4.4. Implications and Future Research
The ability to predict the restorativeness of the environment (which is correlated with pleasantness [57
]) is used in a small number of scientific articles regarding the possibility to predict pleasantness or restorativeness [19
]. This study is innovative in the creation of a novel instrument designed exactly for the prediction of benefits taken from natural forest environment. The study showed that it was possible to predict social media users’ possibility to like or evaluate positively each forest environment. The AEFES also has potential to be used by physicians or therapists working with depression or anxiety because forest environments might be an additional remedy for those patients with psychological problems [48
], and prediction of pleasantness felt by each patient from described contact with forest environment is possible with the use of this instrument.
Future research is needed concerning AEFES. In the current study, only the prediction of preferred pleasantness was tested. Because other measurements of the impact of forest or natural environments are also possible, it is worth considering the verification of the predictive potential of AEFES for this measure. Restorativeness is one possible measure of effects. The current study also only verified the photographic illustration of the forest environment influence in relation to AEFES vs. preferred pleasantness. In future studies, it will be very important to use the proposed instrument to predict effects in real forest environments.
Moreover, in future research, the usage of confirmatory factor analysis (CFA) for analysis should be considered.
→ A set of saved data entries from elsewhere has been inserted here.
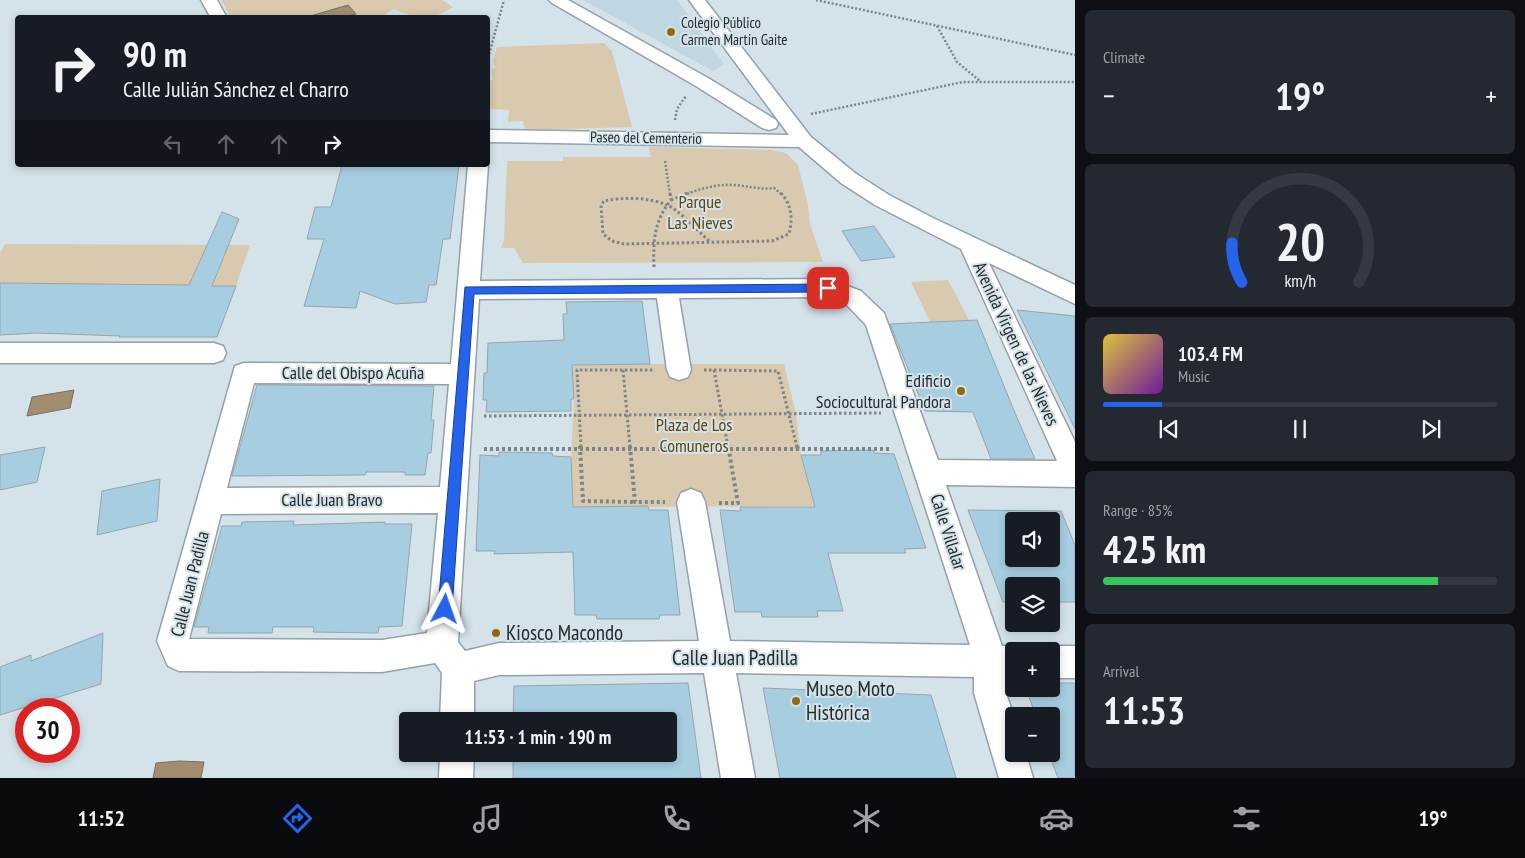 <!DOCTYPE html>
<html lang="en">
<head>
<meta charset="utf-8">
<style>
	:root { --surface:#171b24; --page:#242831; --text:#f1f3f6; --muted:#9ea1a6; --line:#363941; --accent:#2563eb }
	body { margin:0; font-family:"PT Sans Narrow",sans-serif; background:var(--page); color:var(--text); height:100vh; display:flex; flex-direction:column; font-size:19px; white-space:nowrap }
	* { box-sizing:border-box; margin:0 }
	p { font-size:16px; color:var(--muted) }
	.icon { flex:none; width:28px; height:28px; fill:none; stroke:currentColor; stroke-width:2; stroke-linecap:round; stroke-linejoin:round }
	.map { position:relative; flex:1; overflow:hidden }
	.side { display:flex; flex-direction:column; gap:10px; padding:10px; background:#0d0f14; width:450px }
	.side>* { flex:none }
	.banner { position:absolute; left:15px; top:15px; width:475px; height:152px; border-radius:5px; box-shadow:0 2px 8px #0003; background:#171b24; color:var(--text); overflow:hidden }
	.tools { position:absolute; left:1005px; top:512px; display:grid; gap:10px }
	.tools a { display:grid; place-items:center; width:55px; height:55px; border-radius:5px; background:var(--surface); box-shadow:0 2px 8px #0003; font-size:25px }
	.speed { position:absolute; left:15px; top:698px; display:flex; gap:10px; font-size:25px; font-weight:700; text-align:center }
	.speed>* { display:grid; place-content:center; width:65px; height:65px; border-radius:50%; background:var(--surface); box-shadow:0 2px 8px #0003; line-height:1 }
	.speed .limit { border:8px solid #d22; background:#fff; color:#111 }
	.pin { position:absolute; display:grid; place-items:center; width:42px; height:42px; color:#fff; margin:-21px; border-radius:10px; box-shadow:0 2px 8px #0006 }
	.me { position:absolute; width:55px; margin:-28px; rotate:4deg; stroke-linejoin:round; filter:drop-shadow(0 0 4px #0008) }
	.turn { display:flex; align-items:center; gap:18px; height:105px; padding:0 25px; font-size:22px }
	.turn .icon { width:65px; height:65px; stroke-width:2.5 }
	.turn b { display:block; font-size:35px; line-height:42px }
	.lanes { display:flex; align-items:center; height:48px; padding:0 25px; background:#0003; justify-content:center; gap:25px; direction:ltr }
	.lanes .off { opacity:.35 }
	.big { font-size:38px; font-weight:700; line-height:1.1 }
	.side .card { flex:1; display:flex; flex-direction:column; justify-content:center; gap:8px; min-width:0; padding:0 18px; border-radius:8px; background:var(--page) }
	.side .dial { align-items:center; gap:0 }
	.dial svg { height:130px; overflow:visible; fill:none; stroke:var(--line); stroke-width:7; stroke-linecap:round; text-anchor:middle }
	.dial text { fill:var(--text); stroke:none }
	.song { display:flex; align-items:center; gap:15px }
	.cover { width:60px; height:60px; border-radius:8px; background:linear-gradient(135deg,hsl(50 70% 55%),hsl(280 70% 35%)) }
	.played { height:5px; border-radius:2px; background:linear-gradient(90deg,var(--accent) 15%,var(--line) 15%) }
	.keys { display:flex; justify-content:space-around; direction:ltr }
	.heat { display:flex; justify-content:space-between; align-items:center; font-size:28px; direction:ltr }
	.charge { height:8px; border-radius:4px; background:linear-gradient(90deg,#34c759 85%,var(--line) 0) }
	.trip { position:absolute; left:399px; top:712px; width:278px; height:50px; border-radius:5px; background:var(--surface); box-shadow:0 2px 8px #0003; font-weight:700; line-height:50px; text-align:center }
	.tab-bar { display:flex; height:80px; justify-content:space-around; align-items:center; background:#090b0e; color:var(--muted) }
	.tab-bar .icon { width:35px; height:35px }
	.tab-bar .on { color:var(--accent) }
	.tab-bar b { font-size:22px; color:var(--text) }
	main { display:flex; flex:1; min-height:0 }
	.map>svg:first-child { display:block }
	.built { fill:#c0d6e0 }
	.green { fill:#d9c9ae }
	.water { fill:#a08e6e; stroke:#7b705a }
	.building { fill:#a6cee0; stroke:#97a5ab; fill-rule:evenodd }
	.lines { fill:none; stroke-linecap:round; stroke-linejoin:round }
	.minor-casing { stroke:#94a1a8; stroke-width:3 }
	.path-far2 { stroke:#7c868a; stroke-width:2.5; stroke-dasharray:2 2; stroke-linecap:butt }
	.path-far1 { stroke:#7c868a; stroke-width:3; stroke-dasharray:2.5 2.5; stroke-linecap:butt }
	.path { stroke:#7c868a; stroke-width:4; stroke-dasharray:3 3; stroke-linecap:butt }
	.minor { fill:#fff; fill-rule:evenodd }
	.route { fill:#2563eb; stroke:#184099 }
	.poi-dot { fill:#90690e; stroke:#d4e3e9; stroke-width:2 }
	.labels { text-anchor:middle; stroke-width:4; stroke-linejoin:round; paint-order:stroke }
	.far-poi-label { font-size:15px; fill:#252b2d; stroke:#d4e3e9; text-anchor:start }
	.far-street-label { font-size:15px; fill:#252b2d; stroke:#d4e3e9 }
	.park-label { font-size:18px; fill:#60450b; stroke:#d4e3e9 }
	.street-label { font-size:18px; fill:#252b2d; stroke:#d4e3e9 }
	.poi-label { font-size:18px; fill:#252b2d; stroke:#d4e3e9; text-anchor:end }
	.near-poi-label { font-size:21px; fill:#252b2d; stroke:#d4e3e9; text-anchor:start }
	.near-street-label { font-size:21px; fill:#252b2d; stroke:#d4e3e9 }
</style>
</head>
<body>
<main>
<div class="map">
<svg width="1075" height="778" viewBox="0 0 1075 778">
	<rect width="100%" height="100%" fill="#d4e3e9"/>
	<path class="built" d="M583,0H677L724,64L713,71Z"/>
	<path class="green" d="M221,0H442L453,7C427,22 421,20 394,9L380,17L231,18Z
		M604,43L612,51L632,127L525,130L523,121L508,122L509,110L491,109L488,95V81L493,80L491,69L495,68L493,61L497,47Z
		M649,147L771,150L786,153L798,165L808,205L810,224L823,262L523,263L514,248H501L504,240L507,161H563V157H651Z
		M5,244H28L250,245L236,286L0,283V253Z
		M948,280L969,320L930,322L911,282Z
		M650,364H784L796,414L801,455L814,506L591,507L573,511L571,457L574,399L572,365Z"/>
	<path class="water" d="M348,5L356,14L342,17H307Z
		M74,390L70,408L27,416L32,397Z
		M179,761L204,762L201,778H153L156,763Z"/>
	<path class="building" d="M342,165H459L450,239H443L436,285H429L426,302L395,304L360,291L356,308L304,306L324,239H307L315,207H331Z
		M222,212L239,219L212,286H236L217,337H119L120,336L37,333L0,335V283L189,285Z
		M874,226L895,257L861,261L842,231Z
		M642,301L650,364L572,365L574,399H571V411L486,412L487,400H483L484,373H487L488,343L564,340L563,314H567L566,302Z
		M1017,310L1075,316V429L1034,345Z
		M977,320L1015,413L1035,459H991L973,412L925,411L890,324Z
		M257,385L434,386L431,420H434L431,453H428L425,475H405V472H366L365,475L232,476Z
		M45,447L37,482L0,490V455Z
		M873,450L874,453L894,454L926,548L904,549L906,553H828L843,611H817L818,617H762L761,612H735L720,510L741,511L740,507H815L801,455H821V451Z
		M499,452L552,453L553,456L571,457L573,507L648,506L649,510H668L680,615H660L659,619H597L596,615H575L573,552L494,554L495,551H476L480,455L499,456Z
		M160,479L157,521L97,535L102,491Z
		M968,510L1061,511L1075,545V602H1051V586H1014V602H1003ZM1014,521H1051V559H1014Z
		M294,521L293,525L385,522V524H412L402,626L379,627L378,633L313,632L314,627H273L272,633H208L209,627H194L222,526H241L242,522Z
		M103,633L101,684L0,715V667L31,655V661Z
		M688,683L701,778H513V754H668V721H513L514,686Z
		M1051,683H1075V778H1058L1049,754H1051V716H1036L1026,689H1051Z
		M763,688L931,695L956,778H780Z"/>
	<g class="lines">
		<defs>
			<path id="minor" d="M201,0H217L227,18H211Z
				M549,0H568L708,78L776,120L778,124L776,128L769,130L762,128L696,86L552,3Z
				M689,0H705L811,137L855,173L889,195L933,218L1075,285V304L989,263L1075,442V487L946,485L1002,646H1014L1025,651H1014V678H1007L1006,693L1014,717V754H1026L1033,778H999L974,693V677L736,673L755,778H721L704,673L499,675L474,681V721H440L442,673L435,663L382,672L179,671L168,666L157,641L235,366L244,363L451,364L468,165H488L480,281L828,279L861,291L884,313L938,460L1057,461L961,249L875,205L841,183L799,147L488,142V130L789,135ZM827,297L845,303L866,325L970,645L730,641L705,502L701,493L691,489L681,493L677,502L699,641L499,643L465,651L458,642L479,299L657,298L667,370L670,377L679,380L688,377L691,370L679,298ZM254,383L449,384L440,487L227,488ZM438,513L427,633L382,640L189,639L221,514Z
				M0,343H214L223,346L226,353L223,360L214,363H0Z
				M1051,646H1075V678H1051V651H1040Z
				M440,754H474L473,778H439Z"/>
		</defs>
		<use href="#minor" class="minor-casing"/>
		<path class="path-far2" d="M816,0L1075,55
			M937,26L957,62L980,81
			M488,58L504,0
			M811,114L963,82H1075
			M675,120L677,109L686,96
			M665,161L670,194
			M687,194C702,188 718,184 734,185C748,186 760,190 774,188L781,194"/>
		<path class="path-far1" d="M671,200L690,192
			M709,241C699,232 678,209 667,205C649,197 622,197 604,201L601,205L603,234L612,241L624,244L772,241L789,234C793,218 792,205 780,192
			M654,267C653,241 654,221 671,200L670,192
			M623,370L630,447
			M704,370H714L728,447
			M714,370L778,371L797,447
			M484,416L881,413
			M581,447L577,370H655"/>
		<path class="path" d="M580,446L583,501L635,502
			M630,446L635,502H665
			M797,446L798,449
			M484,449H892
			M719,503H738L728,446"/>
		<use href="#minor" class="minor"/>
	</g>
	<path class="route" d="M828,284L833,288L828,292L474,294L452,609L450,614L445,616L440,614L438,609L465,287Z"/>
	<g class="poi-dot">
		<circle cx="671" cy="32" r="5"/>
		<circle cx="961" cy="391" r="5"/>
		<circle cx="496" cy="633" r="5"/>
		<circle cx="796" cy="701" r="5"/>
	</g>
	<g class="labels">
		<g class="far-poi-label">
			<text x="681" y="28">Colegio Público<tspan x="681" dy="17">Carmen Martín Gaite</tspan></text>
		</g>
		<g class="far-street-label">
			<text transform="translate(646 138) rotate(1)" y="5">Paseo del Cementerio</text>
		</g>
		<g class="park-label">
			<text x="700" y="208">Parque<tspan x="700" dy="21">Las Nieves</tspan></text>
			<text x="694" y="431">Plaza de Los<tspan x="694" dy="21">Comuneros</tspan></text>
		</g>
		<g class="street-label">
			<text transform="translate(1016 344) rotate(65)" y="6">Avenida Virgen de las Nieves</text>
			<text x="353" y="379">Calle del Obispo Acuña</text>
			<text x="332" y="506">Calle Juan Bravo</text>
			<text transform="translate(948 532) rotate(72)" y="6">Calle Villalar</text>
			<text transform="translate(190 584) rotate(-76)" y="6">Calle Juan Padilla</text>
		</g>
		<g class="poi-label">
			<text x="951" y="387">Edificio<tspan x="951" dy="21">Sociocultural Pandora</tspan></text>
		</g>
		<g class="near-poi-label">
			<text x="506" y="640">Kiosco Macondo</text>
			<text x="806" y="696">Museo Moto<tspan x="806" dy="24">Histórica</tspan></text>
		</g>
		<g class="near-street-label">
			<text x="735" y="665">Calle Juan Padilla</text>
		</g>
	</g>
</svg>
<div class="tools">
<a><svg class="icon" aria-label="sound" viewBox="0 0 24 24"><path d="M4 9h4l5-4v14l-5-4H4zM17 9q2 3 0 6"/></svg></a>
<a><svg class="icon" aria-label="layers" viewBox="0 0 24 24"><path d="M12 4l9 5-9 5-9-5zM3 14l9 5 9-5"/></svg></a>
<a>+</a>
<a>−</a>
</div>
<div class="speed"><div class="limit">30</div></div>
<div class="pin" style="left:828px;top:288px;background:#d93025"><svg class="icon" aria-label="arrive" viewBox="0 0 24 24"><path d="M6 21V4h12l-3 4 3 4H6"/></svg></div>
<svg class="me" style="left:445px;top:609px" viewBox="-20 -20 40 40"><path d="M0-17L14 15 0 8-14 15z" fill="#2563eb" stroke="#fff" stroke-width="4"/></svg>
<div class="trip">11:53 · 1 min · 190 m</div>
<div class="banner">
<div class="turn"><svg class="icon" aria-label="right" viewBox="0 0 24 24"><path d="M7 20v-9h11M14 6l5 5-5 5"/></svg><div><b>90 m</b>Calle Julián Sánchez el Charro</div></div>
<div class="lanes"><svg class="icon off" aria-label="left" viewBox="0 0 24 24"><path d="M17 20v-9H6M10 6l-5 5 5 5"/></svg><svg class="icon off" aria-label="ahead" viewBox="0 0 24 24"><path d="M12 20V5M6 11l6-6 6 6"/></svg><svg class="icon off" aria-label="ahead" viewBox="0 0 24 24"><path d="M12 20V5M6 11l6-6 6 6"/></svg><svg class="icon" aria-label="right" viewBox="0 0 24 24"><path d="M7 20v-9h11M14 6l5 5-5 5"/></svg></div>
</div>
</div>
<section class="side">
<div class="card"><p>Climate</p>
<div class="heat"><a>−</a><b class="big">19°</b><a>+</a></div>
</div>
<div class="card dial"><svg viewBox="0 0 100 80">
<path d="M14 69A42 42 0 1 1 86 69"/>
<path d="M14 69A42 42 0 0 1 8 45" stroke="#2563eb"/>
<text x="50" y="56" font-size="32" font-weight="700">20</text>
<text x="50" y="72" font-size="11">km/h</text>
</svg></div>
<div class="card">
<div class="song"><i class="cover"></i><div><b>103.4 FM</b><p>Music</p></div></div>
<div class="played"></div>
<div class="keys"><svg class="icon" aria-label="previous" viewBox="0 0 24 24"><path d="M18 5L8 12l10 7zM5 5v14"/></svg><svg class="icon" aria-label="pause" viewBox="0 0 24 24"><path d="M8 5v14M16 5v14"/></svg><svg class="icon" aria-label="next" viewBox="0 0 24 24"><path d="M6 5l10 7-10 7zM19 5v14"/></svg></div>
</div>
<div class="card"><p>Range · 85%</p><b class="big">425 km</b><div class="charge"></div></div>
<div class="card"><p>Arrival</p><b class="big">11:53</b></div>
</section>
</main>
<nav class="tab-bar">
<b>11:52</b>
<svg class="icon on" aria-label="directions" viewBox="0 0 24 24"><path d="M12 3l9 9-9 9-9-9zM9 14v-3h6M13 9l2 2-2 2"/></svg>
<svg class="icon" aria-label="music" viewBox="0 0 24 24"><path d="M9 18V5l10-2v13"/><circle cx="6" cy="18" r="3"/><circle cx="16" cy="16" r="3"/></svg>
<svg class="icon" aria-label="phone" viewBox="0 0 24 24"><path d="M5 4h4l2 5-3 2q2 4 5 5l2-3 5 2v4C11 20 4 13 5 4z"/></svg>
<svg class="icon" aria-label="climate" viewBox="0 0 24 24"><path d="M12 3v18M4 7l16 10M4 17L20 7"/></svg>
<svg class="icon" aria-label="car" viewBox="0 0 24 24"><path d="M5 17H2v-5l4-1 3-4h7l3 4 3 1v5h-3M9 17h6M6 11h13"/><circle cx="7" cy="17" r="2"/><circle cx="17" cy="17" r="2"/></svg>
<svg class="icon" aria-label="filters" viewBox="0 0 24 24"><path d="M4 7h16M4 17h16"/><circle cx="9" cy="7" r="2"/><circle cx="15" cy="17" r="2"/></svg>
<b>19°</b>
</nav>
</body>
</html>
This research planned and performed comparisons of two samples for EFA, but because CFA cannot be done on the same sample as EFA, CFA could not be done in this research.
The current problems with the COVID-19 pandemic [59
] also bring new possibilities for environmental studies on the influence of virtual forest environments on humans. Many people are living in isolation during the pandemic, sometimes with no contact with the outside environment. Some form of replacement of interaction with these outside environments, such as photographs of a forest environment, might be needed because of the natural need of people to be in contact with nature [60
]. Thus, the instrument is needed to personalize these photographs or films to increase the pleasantness experienced by the subjects. It can be imagined that a tree stand (landscape) with different characteristics may be better suited to the needs of the person who would benefit from viewing it. For example, a given person gains the benefits of viewing both the stand and the dense stand (which was predicted by the AEFES scale); therefore, for such a person, there are no contraindications for practicing forest therapy in both stands.